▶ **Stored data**
....

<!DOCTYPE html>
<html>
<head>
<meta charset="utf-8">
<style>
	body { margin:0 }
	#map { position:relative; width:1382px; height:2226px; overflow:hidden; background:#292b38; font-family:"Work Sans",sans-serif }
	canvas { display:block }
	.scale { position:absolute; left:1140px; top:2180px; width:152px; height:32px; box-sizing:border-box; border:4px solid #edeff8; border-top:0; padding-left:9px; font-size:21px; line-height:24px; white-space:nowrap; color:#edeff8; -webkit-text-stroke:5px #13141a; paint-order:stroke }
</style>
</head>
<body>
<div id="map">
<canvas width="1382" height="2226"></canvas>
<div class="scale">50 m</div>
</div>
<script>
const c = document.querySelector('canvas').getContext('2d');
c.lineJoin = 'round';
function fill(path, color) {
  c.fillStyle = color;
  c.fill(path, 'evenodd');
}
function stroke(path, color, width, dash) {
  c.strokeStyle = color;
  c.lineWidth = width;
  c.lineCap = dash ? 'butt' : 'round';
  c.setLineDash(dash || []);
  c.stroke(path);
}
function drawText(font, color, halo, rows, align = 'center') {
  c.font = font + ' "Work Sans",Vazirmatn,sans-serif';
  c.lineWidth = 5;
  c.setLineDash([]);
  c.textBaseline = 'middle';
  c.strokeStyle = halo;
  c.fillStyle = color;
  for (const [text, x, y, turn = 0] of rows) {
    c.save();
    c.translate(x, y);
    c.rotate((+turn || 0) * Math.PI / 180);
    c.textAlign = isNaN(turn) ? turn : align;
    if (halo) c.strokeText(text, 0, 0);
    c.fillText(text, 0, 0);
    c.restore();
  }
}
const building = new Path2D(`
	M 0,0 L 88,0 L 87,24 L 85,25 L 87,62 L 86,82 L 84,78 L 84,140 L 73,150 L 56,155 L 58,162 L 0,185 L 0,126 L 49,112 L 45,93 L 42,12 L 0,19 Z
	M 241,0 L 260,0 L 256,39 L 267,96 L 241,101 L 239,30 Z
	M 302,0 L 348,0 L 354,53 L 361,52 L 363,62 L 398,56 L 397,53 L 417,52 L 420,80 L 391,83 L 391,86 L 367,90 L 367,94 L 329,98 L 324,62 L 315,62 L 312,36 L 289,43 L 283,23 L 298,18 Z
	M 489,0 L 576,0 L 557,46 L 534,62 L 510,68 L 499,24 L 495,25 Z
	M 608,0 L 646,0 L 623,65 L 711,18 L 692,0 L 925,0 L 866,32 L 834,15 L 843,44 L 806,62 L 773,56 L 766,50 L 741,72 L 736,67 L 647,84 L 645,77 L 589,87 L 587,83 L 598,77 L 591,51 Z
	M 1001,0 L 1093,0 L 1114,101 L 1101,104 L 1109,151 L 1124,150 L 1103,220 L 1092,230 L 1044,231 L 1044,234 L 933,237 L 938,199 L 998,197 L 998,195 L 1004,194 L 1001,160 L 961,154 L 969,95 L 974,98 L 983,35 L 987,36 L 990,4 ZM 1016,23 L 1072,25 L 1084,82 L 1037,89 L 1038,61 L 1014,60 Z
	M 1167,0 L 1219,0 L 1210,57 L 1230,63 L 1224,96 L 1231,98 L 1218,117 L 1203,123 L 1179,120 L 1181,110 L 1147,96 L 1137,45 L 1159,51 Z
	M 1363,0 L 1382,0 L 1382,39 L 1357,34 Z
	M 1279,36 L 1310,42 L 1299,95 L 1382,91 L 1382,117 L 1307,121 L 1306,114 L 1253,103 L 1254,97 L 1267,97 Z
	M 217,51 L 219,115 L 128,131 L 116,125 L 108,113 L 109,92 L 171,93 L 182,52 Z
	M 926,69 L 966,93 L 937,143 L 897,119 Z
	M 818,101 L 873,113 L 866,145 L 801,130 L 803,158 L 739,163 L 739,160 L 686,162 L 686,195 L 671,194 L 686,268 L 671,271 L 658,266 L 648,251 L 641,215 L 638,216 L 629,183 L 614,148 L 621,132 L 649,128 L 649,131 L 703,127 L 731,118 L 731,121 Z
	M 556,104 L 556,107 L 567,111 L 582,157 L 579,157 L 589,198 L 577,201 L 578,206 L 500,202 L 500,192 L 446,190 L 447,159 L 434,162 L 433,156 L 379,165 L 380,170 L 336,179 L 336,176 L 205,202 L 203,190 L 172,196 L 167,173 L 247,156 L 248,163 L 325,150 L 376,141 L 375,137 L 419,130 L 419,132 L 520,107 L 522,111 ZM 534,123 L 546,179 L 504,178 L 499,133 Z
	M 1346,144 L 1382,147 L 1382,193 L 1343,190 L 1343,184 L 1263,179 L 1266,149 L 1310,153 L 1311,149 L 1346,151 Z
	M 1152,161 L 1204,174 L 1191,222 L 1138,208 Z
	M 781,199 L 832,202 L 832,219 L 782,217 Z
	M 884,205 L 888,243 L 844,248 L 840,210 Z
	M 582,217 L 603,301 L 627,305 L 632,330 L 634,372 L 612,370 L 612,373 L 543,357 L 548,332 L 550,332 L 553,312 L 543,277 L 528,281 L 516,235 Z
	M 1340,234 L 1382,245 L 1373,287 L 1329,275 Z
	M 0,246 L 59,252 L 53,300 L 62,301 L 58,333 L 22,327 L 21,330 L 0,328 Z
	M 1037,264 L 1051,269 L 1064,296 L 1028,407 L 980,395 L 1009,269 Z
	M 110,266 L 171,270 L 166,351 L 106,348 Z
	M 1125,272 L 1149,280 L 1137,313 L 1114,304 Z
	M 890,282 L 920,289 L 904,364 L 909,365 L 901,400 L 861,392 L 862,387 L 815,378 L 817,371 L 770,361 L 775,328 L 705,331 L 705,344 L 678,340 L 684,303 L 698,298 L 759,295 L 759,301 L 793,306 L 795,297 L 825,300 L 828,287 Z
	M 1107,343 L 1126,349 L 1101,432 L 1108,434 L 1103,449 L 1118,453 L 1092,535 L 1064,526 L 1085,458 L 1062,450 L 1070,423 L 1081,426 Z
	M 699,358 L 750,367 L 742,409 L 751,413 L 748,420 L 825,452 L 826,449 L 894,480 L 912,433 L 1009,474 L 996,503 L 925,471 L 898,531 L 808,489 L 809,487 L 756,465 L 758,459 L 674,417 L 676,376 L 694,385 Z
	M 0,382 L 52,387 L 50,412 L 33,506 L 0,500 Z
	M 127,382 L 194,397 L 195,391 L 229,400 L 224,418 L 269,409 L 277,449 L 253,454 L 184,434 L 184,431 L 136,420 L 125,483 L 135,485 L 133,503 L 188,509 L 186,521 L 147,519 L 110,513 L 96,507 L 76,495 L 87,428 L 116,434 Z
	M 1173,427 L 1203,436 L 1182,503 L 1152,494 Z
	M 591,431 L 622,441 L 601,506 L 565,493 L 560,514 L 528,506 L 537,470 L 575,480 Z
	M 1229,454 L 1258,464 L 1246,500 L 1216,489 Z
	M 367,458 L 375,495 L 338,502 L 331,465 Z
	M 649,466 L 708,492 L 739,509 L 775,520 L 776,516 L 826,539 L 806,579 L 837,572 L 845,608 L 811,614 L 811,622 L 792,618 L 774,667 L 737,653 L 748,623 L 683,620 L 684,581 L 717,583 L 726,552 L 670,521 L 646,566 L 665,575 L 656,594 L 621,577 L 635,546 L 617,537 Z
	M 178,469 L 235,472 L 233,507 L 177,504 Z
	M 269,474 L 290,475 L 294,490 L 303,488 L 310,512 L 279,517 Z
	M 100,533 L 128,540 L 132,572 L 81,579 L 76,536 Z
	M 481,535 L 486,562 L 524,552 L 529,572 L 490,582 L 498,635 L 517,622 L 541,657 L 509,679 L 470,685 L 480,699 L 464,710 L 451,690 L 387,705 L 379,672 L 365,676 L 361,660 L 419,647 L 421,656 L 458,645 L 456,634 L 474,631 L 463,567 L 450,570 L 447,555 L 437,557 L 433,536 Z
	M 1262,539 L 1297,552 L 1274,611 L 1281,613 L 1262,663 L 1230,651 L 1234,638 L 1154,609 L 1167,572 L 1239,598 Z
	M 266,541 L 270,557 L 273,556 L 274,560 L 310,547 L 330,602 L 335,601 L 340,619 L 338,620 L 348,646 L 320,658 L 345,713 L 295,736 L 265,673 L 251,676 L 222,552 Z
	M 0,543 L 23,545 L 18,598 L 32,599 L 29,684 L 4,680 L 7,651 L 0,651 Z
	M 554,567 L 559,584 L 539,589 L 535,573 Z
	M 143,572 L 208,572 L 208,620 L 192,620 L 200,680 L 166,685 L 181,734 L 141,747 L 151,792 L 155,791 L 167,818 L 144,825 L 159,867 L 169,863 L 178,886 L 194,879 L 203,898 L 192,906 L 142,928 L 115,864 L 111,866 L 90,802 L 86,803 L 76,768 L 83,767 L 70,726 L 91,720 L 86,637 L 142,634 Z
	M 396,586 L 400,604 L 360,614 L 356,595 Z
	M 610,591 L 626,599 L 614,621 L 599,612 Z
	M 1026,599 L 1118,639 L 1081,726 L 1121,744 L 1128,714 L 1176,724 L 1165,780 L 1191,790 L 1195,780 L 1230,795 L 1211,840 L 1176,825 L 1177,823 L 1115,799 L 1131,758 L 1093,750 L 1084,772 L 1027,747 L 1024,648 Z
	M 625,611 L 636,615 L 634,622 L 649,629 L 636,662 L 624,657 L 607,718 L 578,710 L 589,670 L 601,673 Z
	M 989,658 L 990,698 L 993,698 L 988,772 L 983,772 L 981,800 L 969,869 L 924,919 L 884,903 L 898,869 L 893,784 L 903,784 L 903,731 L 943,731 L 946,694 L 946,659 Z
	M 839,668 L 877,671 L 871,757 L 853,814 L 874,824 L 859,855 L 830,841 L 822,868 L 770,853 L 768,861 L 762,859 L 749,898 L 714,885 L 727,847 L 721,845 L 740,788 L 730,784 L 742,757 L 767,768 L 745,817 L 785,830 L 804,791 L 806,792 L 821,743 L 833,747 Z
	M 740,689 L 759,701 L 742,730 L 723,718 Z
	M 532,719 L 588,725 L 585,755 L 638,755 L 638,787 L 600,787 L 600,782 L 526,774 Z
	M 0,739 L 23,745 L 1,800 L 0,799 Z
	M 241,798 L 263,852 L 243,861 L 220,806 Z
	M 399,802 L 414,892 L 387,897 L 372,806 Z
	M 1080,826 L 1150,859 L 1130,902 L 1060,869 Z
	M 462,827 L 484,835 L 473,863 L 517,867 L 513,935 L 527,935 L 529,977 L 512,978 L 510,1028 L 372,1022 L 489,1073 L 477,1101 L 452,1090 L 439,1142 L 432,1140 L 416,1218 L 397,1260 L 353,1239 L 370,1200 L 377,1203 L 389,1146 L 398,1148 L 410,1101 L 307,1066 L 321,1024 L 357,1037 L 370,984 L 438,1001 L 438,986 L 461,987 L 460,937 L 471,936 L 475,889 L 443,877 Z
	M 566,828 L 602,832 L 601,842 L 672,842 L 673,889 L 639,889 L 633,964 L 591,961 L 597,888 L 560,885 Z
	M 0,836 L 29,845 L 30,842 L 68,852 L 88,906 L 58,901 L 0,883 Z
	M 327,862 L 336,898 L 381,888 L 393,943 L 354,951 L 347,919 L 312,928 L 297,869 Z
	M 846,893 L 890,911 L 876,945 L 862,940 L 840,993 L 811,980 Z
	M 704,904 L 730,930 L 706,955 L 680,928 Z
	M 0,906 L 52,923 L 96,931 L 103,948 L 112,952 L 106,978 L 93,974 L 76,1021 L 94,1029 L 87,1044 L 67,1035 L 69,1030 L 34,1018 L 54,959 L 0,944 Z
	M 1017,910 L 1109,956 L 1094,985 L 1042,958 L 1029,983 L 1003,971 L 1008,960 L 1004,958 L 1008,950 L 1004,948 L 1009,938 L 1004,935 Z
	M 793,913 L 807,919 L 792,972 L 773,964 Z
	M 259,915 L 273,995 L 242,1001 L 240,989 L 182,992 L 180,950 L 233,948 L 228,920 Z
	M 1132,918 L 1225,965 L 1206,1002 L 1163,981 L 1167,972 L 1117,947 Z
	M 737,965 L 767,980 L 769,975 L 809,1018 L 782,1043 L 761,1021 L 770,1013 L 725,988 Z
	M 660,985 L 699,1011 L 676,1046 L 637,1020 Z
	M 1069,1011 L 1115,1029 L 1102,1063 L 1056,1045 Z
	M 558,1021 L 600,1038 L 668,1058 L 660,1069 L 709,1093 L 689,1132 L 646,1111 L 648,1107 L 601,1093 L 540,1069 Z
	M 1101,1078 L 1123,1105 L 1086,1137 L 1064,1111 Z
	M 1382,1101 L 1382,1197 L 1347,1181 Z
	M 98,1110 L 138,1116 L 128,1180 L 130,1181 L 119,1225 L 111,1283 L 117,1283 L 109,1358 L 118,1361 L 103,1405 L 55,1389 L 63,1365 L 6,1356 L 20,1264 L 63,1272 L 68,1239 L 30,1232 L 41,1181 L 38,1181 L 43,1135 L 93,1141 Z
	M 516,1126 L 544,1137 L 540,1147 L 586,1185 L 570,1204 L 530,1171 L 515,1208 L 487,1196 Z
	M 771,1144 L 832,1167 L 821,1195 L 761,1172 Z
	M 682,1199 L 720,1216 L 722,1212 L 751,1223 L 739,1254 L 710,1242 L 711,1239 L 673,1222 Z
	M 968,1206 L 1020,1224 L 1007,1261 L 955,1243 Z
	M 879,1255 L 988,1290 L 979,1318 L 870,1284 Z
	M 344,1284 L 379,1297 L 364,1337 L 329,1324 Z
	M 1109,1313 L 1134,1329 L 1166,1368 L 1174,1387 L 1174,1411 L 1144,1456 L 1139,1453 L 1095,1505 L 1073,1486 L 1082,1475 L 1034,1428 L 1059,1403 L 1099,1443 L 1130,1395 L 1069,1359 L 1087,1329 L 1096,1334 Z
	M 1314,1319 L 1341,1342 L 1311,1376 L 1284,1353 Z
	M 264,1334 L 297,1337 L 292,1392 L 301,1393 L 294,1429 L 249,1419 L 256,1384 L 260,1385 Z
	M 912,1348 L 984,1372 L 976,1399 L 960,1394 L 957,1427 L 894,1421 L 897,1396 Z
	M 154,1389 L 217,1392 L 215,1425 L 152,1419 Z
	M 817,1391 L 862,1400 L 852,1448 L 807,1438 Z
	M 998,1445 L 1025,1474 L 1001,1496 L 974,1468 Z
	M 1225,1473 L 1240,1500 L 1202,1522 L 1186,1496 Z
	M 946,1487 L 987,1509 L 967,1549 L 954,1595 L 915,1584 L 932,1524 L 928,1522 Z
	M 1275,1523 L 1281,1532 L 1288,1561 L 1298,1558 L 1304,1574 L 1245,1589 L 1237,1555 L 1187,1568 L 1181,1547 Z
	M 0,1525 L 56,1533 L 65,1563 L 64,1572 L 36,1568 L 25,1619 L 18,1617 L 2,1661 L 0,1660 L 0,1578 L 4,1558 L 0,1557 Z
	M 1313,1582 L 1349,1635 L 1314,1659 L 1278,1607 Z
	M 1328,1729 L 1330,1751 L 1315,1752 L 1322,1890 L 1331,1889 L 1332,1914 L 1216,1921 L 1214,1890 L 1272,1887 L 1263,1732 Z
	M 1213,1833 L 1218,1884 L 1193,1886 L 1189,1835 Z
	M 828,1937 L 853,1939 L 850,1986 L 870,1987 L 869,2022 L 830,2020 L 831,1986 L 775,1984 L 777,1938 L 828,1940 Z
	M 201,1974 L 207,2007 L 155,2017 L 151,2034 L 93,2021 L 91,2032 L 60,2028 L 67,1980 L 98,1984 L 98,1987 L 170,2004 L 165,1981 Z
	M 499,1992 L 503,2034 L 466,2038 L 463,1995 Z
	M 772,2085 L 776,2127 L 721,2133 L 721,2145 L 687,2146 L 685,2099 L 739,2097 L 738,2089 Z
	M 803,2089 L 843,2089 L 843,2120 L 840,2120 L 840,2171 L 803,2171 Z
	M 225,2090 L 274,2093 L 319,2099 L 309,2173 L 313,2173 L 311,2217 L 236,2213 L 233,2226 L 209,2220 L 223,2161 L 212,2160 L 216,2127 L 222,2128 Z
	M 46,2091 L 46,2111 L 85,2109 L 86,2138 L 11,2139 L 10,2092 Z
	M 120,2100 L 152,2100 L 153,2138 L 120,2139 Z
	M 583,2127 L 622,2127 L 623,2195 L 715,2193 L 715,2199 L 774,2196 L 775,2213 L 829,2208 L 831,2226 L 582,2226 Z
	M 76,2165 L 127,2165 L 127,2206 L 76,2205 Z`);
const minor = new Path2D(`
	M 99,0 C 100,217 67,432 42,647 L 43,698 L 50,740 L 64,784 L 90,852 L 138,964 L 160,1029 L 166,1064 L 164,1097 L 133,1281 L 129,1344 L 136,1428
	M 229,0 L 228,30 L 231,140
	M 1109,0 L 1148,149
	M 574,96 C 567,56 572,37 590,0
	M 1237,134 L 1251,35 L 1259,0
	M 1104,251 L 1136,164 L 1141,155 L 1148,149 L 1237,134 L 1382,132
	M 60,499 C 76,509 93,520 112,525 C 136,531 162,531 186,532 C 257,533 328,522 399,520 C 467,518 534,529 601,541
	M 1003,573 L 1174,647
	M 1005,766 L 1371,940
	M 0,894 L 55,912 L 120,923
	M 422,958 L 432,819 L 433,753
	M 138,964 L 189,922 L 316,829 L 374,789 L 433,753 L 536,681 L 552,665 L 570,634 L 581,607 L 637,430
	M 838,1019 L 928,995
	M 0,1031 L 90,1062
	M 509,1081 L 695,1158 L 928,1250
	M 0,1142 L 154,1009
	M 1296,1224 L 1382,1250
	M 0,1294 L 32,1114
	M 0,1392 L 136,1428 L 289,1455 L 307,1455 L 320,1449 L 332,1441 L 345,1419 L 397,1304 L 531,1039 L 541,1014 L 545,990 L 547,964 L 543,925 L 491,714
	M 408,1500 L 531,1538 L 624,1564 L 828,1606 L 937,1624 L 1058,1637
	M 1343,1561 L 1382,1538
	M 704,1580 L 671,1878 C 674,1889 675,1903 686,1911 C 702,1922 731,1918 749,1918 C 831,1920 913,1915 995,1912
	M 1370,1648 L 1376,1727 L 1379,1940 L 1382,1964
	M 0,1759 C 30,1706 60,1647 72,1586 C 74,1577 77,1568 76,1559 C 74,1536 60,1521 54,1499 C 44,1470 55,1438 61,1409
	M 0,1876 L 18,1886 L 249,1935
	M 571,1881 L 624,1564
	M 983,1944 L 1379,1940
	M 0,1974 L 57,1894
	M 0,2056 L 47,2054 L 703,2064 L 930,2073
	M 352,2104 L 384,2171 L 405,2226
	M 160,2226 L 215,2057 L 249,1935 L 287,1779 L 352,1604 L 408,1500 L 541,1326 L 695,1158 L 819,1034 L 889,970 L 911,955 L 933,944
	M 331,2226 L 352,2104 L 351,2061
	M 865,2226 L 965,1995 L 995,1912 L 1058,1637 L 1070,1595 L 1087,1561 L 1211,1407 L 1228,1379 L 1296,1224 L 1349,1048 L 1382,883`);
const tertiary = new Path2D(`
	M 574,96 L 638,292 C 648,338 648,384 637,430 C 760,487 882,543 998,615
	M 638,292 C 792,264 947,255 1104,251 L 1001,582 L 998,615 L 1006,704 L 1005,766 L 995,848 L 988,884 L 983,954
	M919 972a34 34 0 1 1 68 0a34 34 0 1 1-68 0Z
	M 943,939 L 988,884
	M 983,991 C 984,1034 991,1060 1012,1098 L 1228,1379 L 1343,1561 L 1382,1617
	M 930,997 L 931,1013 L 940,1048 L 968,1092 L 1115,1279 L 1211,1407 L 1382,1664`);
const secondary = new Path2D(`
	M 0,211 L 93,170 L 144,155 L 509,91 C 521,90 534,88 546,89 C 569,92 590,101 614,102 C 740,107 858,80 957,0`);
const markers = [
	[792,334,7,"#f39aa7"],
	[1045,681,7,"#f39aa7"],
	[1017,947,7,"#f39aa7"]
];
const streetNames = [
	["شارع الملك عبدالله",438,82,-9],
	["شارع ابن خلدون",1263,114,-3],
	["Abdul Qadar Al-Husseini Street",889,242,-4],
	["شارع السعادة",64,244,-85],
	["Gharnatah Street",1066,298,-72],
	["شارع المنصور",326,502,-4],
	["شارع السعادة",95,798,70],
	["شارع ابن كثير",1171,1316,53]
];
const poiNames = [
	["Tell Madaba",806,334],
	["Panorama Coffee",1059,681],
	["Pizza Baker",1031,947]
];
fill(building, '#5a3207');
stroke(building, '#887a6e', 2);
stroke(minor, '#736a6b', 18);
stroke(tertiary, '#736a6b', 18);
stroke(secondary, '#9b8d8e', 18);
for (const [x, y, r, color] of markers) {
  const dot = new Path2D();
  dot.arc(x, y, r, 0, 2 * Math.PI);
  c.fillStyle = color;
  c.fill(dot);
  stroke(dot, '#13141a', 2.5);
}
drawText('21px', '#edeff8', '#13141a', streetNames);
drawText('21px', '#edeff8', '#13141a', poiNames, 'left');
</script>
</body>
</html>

....

▶ **WHAT TO WORK ON**
Start at the line containing "M 0,1759 C 30,1706". Repeat it and each line after it, word for word, to the end of the records.

▶ **ANSWER SECTION**
	M 0,1759 C 30,1706 60,1647 72,1586 C 74,1577 77,1568 76,1559 C 74,1536 60,1521 54,1499 C 44,1470 55,1438 61,1409
	M 0,1876 L 18,1886 L 249,1935
	M 571,1881 L 624,1564
	M 983,1944 L 1379,1940
	M 0,1974 L 57,1894
	M 0,2056 L 47,2054 L 703,2064 L 930,2073
	M 352,2104 L 384,2171 L 405,2226
	M 160,2226 L 215,2057 L 249,1935 L 287,1779 L 352,1604 L 408,1500 L 541,1326 L 695,1158 L 819,1034 L 889,970 L 911,955 L 933,944
	M 331,2226 L 352,2104 L 351,2061
	M 865,2226 L 965,1995 L 995,1912 L 1058,1637 L 1070,1595 L 1087,1561 L 1211,1407 L 1228,1379 L 1296,1224 L 1349,1048 L 1382,883`);
const tertiary = new Path2D(`
	M 574,96 L 638,292 C 648,338 648,384 637,430 C 760,487 882,543 998,615
	M 638,292 C 792,264 947,255 1104,251 L 1001,582 L 998,615 L 1006,704 L 1005,766 L 995,848 L 988,884 L 983,954
	M919 972a34 34 0 1 1 68 0a34 34 0 1 1-68 0Z
	M 943,939 L 988,884
	M 983,991 C 984,1034 991,1060 1012,1098 L 1228,1379 L 1343,1561 L 1382,1617
	M 930,997 L 931,1013 L 940,1048 L 968,1092 L 1115,1279 L 1211,1407 L 1382,1664`);
const secondary = new Path2D(`
	M 0,211 L 93,170 L 144,155 L 509,91 C 521,90 534,88 546,89 C 569,92 590,101 614,102 C 740,107 858,80 957,0`);
const markers = [
	[792,334,7,"#f39aa7"],
	[1045,681,7,"#f39aa7"],
	[1017,947,7,"#f39aa7"]
];
const streetNames = [
	["شارع الملك عبدالله",438,82,-9],
	["شارع ابن خلدون",1263,114,-3],
	["Abdul Qadar Al-Husseini Street",889,242,-4],
	["شارع السعادة",64,244,-85],
	["Gharnatah Street",1066,298,-72],
	["شارع المنصور",326,502,-4],
	["شارع السعادة",95,798,70],
	["شارع ابن كثير",1171,1316,53]
];
const poiNames = [
	["Tell Madaba",806,334],
	["Panorama Coffee",1059,681],
	["Pizza Baker",1031,947]
];
fill(building, '#5a3207');
stroke(building, '#887a6e', 2);
stroke(minor, '#736a6b', 18);
stroke(tertiary, '#736a6b', 18);
stroke(secondary, '#9b8d8e', 18);
for (const [x, y, r, color] of markers) {
  const dot = new Path2D();
  dot.arc(x, y, r, 0, 2 * Math.PI);
  c.fillStyle = color;
  c.fill(dot);
  stroke(dot, '#13141a', 2.5);
}
drawText('21px', '#edeff8', '#13141a', streetNames);
drawText('21px', '#edeff8', '#13141a', poiNames, 'left');
</script>
</body>
</html>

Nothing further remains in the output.